‘Delimitation to ensure 2018 poll credibility’

Source: ‘Delimitation to ensure 2018 poll credibility’ – NewsDay Zimbabwe July 13, 2017

Zimbabwe Electoral Commission’s (Zec) failure to conduct a proper delimitation exercise ahead of the 2018 elections will cast doubt on the credibility and legitimacy of the results, legislative watchdog, Veritas has said.


The last delimitation exercise was done ahead of the 2008 elections, conducted in terms of the old constitution and based on the Registrar-General’s voters’ roll and the opposition described the exercise as biased in favour of Zanu PF.

Zec allocated 143 constituencies to communal lands and the remaining 67 to urban and peri-urban areas from the 210 contested seats. The opposition parties queried the outcome, arguing this was a deliberate plan, as Zanu PF had since independence received its main support from rural areas.

“Failure to conduct a proper delimitation before the 2018 election, is likely to affect the credibility and legitimacy of the electoral outcome,” Veritas said in a commentary

“There was cause for concern that the electoral boundaries in the 2013 elections were not accurate or representative of the voter population distribution.

“That risk will be higher in the 2018 elections. The object of delimitations is to ensure that each person’s vote is equal to every other person’s vote.”

Zec has said it does not intend to conduct a new delimitation of constituencies and wards for the 2018 elections and will conduct the elections on the basis of the constituencies and wards gazetted ahead of the 2008 elections.

According to section 161(1) of the Constitution, delimitation must take place “once every 10 years, on a date or within a period fixed by the commission”.
This, Veritas said, should be done after a population census.

The last census was held in 2012, and Veritas advised Zec to conduct a new delimitation exercise – the first under a new Constitution.
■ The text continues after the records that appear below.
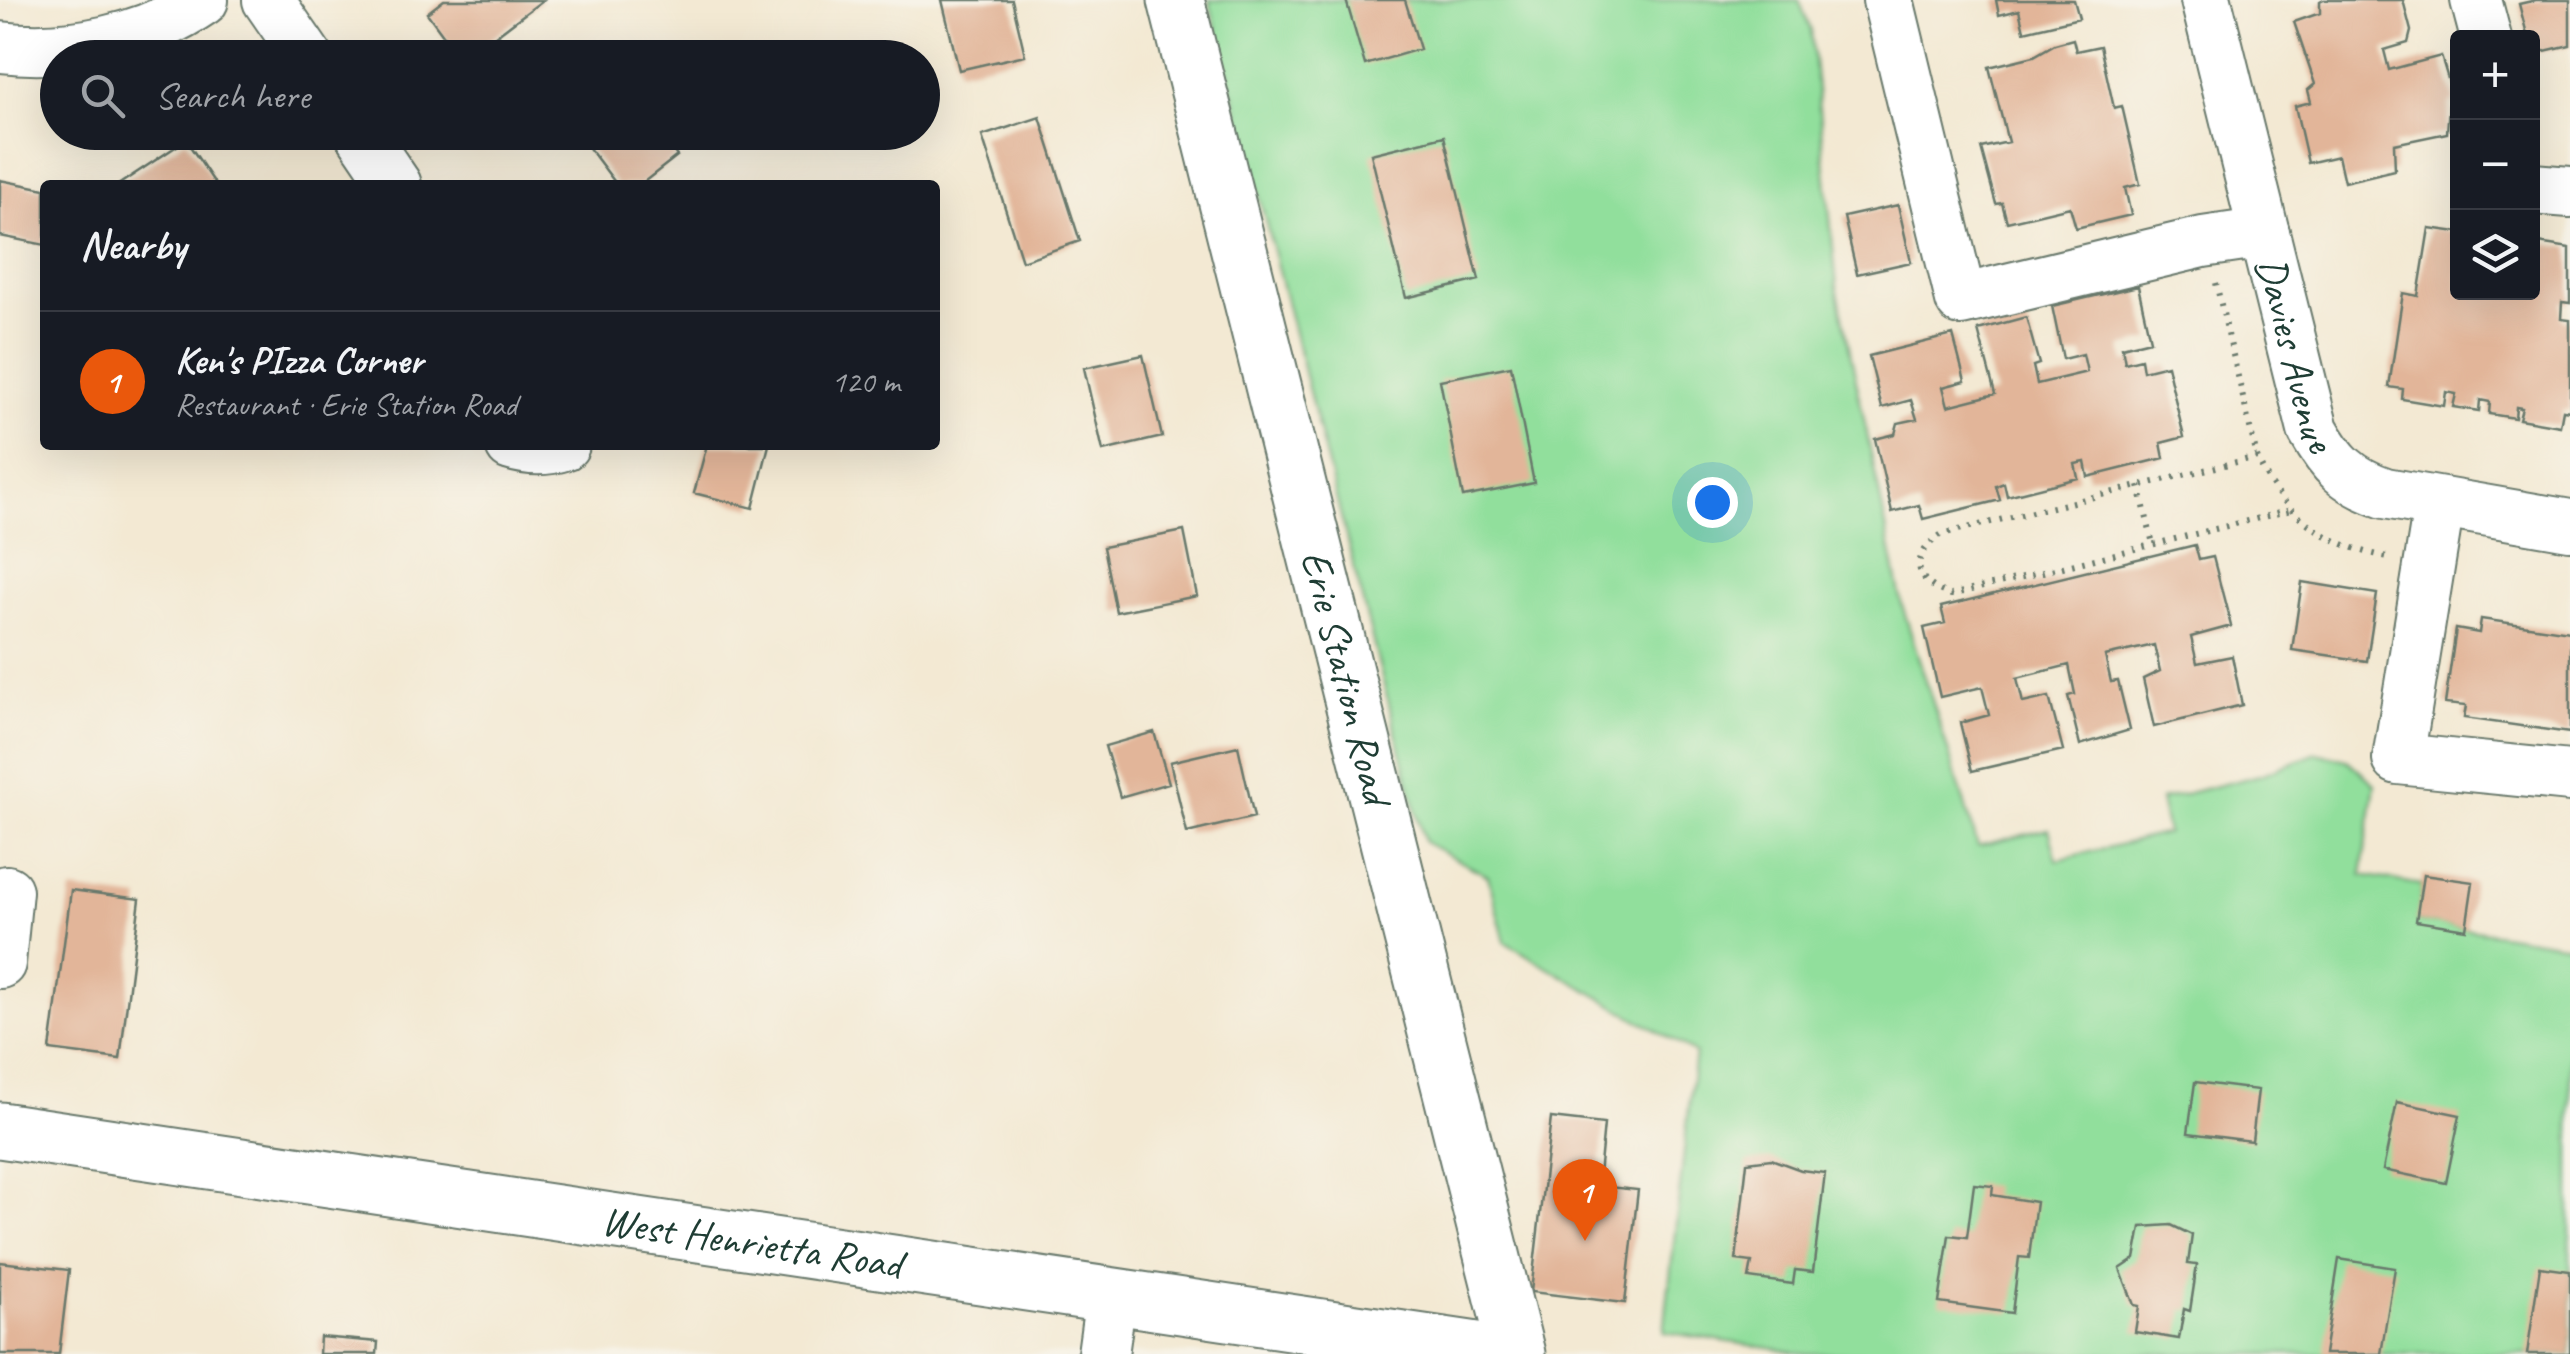 <!DOCTYPE html>
<meta charset="utf-8">
<style>
body{margin:0;font-family:Caveat,sans-serif;background:#242831;color:#f1f3f6}
.controls{position:absolute;right:30px;top:30px;display:grid;overflow:hidden;border-radius:10px;box-shadow:0 10px 40px #0002}
.controls button{width:90px;height:90px;display:grid;place-items:center;padding:0;border:0;border-bottom:2px solid #363941;background:#171b24;color:#f1f3f6;font:50px sans-serif}
.you{position:absolute;left:1712px;top:502px;width:35px;height:35px;margin:-25px;border:8px solid #fff;border-radius:50%;background:#1a73e8;box-shadow:0 0 0 15px #1a73e833}
.badge{display:grid;place-items:center;width:65px;height:65px;border-radius:50%;background:#ea580c;color:#fff;font-size:32px;font-weight:700}
.pin{position:absolute;translate:-50% -82px;filter:drop-shadow(0 2px 5px #0008)}
.pin::after{content:'';position:absolute;top:52px;width:35px;height:30px;background:inherit;clip-path:polygon(0 0,100% 0,50% 100%)}
.list{margin:0;padding:0;list-style:none}
h2{display:flex;justify-content:space-between;align-items:center;height:130px;margin:0;padding:0 40px;font-size:42px}
h2 small{font-size:32px;font-weight:400;color:#9ea1a6}
.list li{display:grid;grid-template-columns:65px 1fr auto;gap:30px;align-items:center;box-sizing:border-box;height:140px;padding:0 40px;border-top:2px solid #363941}
.list b{display:block;font-size:38px;white-space:nowrap}
.list p{margin:0;font-size:32px;white-space:nowrap;color:#9ea1a6}
.list em{font-size:32px;font-style:normal;color:#9ea1a6}
.icon{flex:none;width:55px;height:55px;fill:none;stroke:currentColor;stroke-width:2;stroke-linecap:round;stroke-linejoin:round}
.map{position:relative;flex:none;width:2570px;height:1354px;overflow:hidden}
.search{position:absolute;background:#171b24;box-shadow:0 10px 40px #0002;left:40px;top:40px;width:900px;height:110px;display:flex;align-items:center;gap:25px;box-sizing:border-box;padding:0 35px;border-radius:55px;color:#9ea1a6;font-size:38px}
.panel{position:absolute;background:#171b24;box-shadow:0 10px 40px #0002;left:40px;top:180px;width:900px;height:270px;border-radius:10px}
.map>svg:first-child{display:block}
</style>
<div class="map">
<svg width="2570" height="1354" viewBox="0 0 2570 1354">
<rect width="100%" height="100%" fill="#f7f3e8"/>
<filter id="ink" filterUnits="userSpaceOnUse"><feTurbulence type="fractalNoise" baseFrequency=".01" numOctaves="2"/><feDisplacementMap in="SourceGraphic" scale="20" xChannelSelector="R" yChannelSelector="G"/><feConvolveMatrix kernelMatrix="1 2 1 2 8 2 1 2 1" color-interpolation-filters="sRGB"/></filter>
<filter id="wash" filterUnits="userSpaceOnUse"><feTurbulence type="fractalNoise" baseFrequency=".0048" numOctaves="4" result="noise"/><feDisplacementMap in="SourceGraphic" scale="40" xChannelSelector="R" yChannelSelector="G"/><feGaussianBlur stdDeviation="2.25" result="paint"/><feColorMatrix in="noise" values="0 0 0 0 0 0 0 0 0 0 0 0 0 0 0 0 0 1.4 0 .05"/><feComposite in="paint" operator="in"/></filter>
<g filter="url(#wash)">
<rect width="100%" height="100%" fill="#f3e9d3"/>
<!-- green -->
<path fill="#91df9c" stroke="#588e68" stroke-width="2.5" d="M1209,0h590l12,31 26,256 65,318 76,241 71,-17 8,31 110,-27 -7,-33 100,-25 57,-22 30,7 28,24 -13,91 60,10 -5,36 153,24v409h-763l-143,-22 31,-279 -190,-111 -17,-66 -64,-34z"/>
<g id="blocks">
<!-- building -->
<path fill="#e2b599" d="M444,0h99l-77,58h-6l-33,-45z
M942,0h70l13,55 -66,15z
M1346,0h59l15,49 -55,16z
M1996,0h78l5,18 -55,13 -5,-21 -20,5z
M2324,0h79l8,31 -3,12 -24,7 5,20 52,-14 13,43 -5,6 -2,28 -53,11 1,26 -51,12 -6,-26 -30,7 -13,-57 16,-4 -3,-12 7,-6 -21,-62 26,-9v-11z
M2536,0h34v45l-38,9v-16h-4l-9,-34z
M2073,39l3,12 24,-5 14,62 8,-2 18,78 -15,4 6,27 -55,13 -6,-21 -63,15 -5,-19 -6,1 -15,-56 27,-6 -19,-75 45,-11 21,-12z
M1040,117l40,124 -58,20 -40,-125z
M577,132h81l19,24 -37,29h-23z
M1444,136l35,144 -73,18 -35,-144z
M186,140l30,45h-98z
M0,180l45,9v56l-45,-9z
M1898,205l13,57 -54,12 -13,-57z
M2429,228l29,4v60h74v-50l38,6v55l-8,-1 -1,17 9,1v91l-7,-1 -3,16 -41,-7 3,-11 -6,-1 -1,11 -26,-4 1,-12 -10,-2 -1,11 -26,-4 3,-13 -10,-2 -2,14 -42,-7 1,-10 -14,-2 14,-94 15,3z
M2138,286l12,54 -28,7 3,16 16,-4 2,12 24,-6 17,72 -23,6 3,15 -76,19 -3,-15 -10,2 3,14 -71,18 -3,-13 -8,3 4,14 -77,19 -4,-14 -27,7 -17,-73 20,-5 3,-11 19,-4 -6,-19 -29,8 -13,-52 84,-21 12,46 -22,6 5,19 47,-12 -17,-64 48,-13 13,47 -6,2 4,18 50,-12 -4,-18 -20,5 -11,-53z
M1143,355l19,82 -59,14 -19,-83z
M1511,366l23,117 -71,14 -23,-117z
M707,445h62l-16,63 -59,-15z
M1184,531l13,65 -81,16 -13,-65z
M2195,545l4,15 14,-3 18,69 -40,11 6,26 35,-7 10,49 -88,22 -11,-48 17,-8 -6,-26 -49,11 6,26 7,-1 12,49 -50,15 -12,-49 7,-2 -6,-29 -52,13 6,25 26,-6 14,53 -91,21 -12,-48 29,-8 -7,-28 -42,10 -16,-69 21,-5 -4,-16z
M2302,582l75,12 -10,67 -75,-11z
M2481,619l89,13v101l-106,-15 2,-12 -21,-2 11,-75 23,4z
M1154,732l15,51 -49,14 -15,-51z
M1238,746l16,71 -67,16 -17,-71z
M2423,875l50,7 -7,47 -50,-8z
M71,890l69,9 -20,160 -70,-9z
M2195,1082l63,8 -6,51 -64,-8z
M2397,1102l63,13 -14,68 -63,-13z
M1551,1118l53,6 -6,62 40,4 -13,113 -94,-11z
M1771,1159l30,11 24,3 -12,99 -18,-2 -2,14 -44,-6 3,-16 -16,-2 11,-98z
M1974,1184l19,2 -1,9 44,7 -7,56 -10,-1 -7,56 -73,-10 10,-68 18,2z
M2171,1225l21,10 -4,29 9,1 -7,46 -6,-2 -5,30 -44,-7 4,-26 -5,-1 -14,-36 15,-10 6,-32z
M2339,1259l56,9 -14,86h-57z
M0,1262l69,8 -10,84h-59z
M2540,1267l30,4v83h-43z
M320,1337l58,5 -1,12h-58z"/>
</g>
</g>
<g filter="url(#ink)">
<use href="#blocks" fill-opacity="0" stroke="#69796c" stroke-width="2.5"/>
<g fill="none" stroke-linecap="round" stroke-linejoin="round">
<!-- minor casing -->
<g stroke="#69796c" stroke-width="54">
<g id="minor">
<path d="M268,0l40,58"/>
<path d="M1888,0l73,300 242,-58 61,-9"/>
<path id="s1" d="M2206,0l107,430c19,34 34,50 72,63l185,32"/>
<path d="M2476,0l10,38"/>
<path d="M0,47c69,8 145,-7 203,-47"/>
<path d="M360,132l36,53"/>
<path d="M2532,189l38,3"/>
<path d="M511,445c19,6 35,6 53,0"/>
<path d="M2439,505l-41,254 172,17"/>
<path d="M0,963l7,-72"/>
<path d="M1103,1354l8,-58"/>
</g>
</g>
<!-- major casing -->
<g stroke="#69796c" stroke-width="59">
<g id="major">
<path id="s2" d="M1176,0l341,1354"/>
<path id="s3" d="M0,1130l1504,224"/>
</g>
</g>
<!-- path -->
<path stroke="#69796c" stroke-width="6" stroke-dasharray="2.5 8" stroke-linecap="butt" d="M2216,283l41,174c25,58 71,89 131,100
M2257,457l-315,77c-33,22 -30,48 9,61l340,-85
M2139,486l14,58"/>
<!-- minor -->
<use href="#minor" stroke="#fff" stroke-width="50"/>
<!-- major -->
<use href="#major" stroke="#fff" stroke-width="55"/>
</g>
</g>
<g text-anchor="middle" dominant-baseline="central" stroke-width="8" stroke-linejoin="round" paint-order="stroke">
<!-- street labels -->
<g font-size="42" fill="#1f3d34" stroke="#f7f3e8">
<text stroke="none"><textPath href="#s1" startOffset="365">Davies Avenue</textPath></text>
<text stroke="none"><textPath href="#s2" startOffset="698">Erie Station Road</textPath></text>
<text stroke="none"><textPath href="#s3" startOffset="760">West Henrietta Road</textPath></text>
</g>
</g>
</svg>
<div class="controls">
<button>+</button>
<button>−</button>
<button><svg class="icon" aria-label="layers" viewBox="0 0 24 24"><path d="M12 4l9 5-9 5-9-5zM3 14l9 5 9-5"/></svg></button>
</div>
<div class="you"></div>
<div class="pin badge" style="left:1585px;top:1241px">1</div>
<div class="search"><svg class="icon" aria-label="search" viewBox="0 0 24 24"><circle cx="10" cy="10" r="6"/><path d="M15 15l6 6"/></svg>Search here</div>
<section class="panel">
<h2>Nearby<small></small></h2>
<ul class="list">
<li><span class="badge">1</span><div><b>Ken's PIzza Corner</b><p>Restaurant · Erie Station Road</p></div><em>120 m</em></li>
</ul>
</section>
</div>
Veritas said this is necessary to guarantee poll credibility.

“If there are significant differences in the number of voters in each constituency, the votes cast by voters in constituencies with fewer voters will count for more than the votes cast in constituencies with larger numbers of voters.

“Delay in holding a new delimitation may mean that constituencies and wards vary by more than the 20% difference prescribed by the Constitution, resulting in court challenges,” Veritas argued.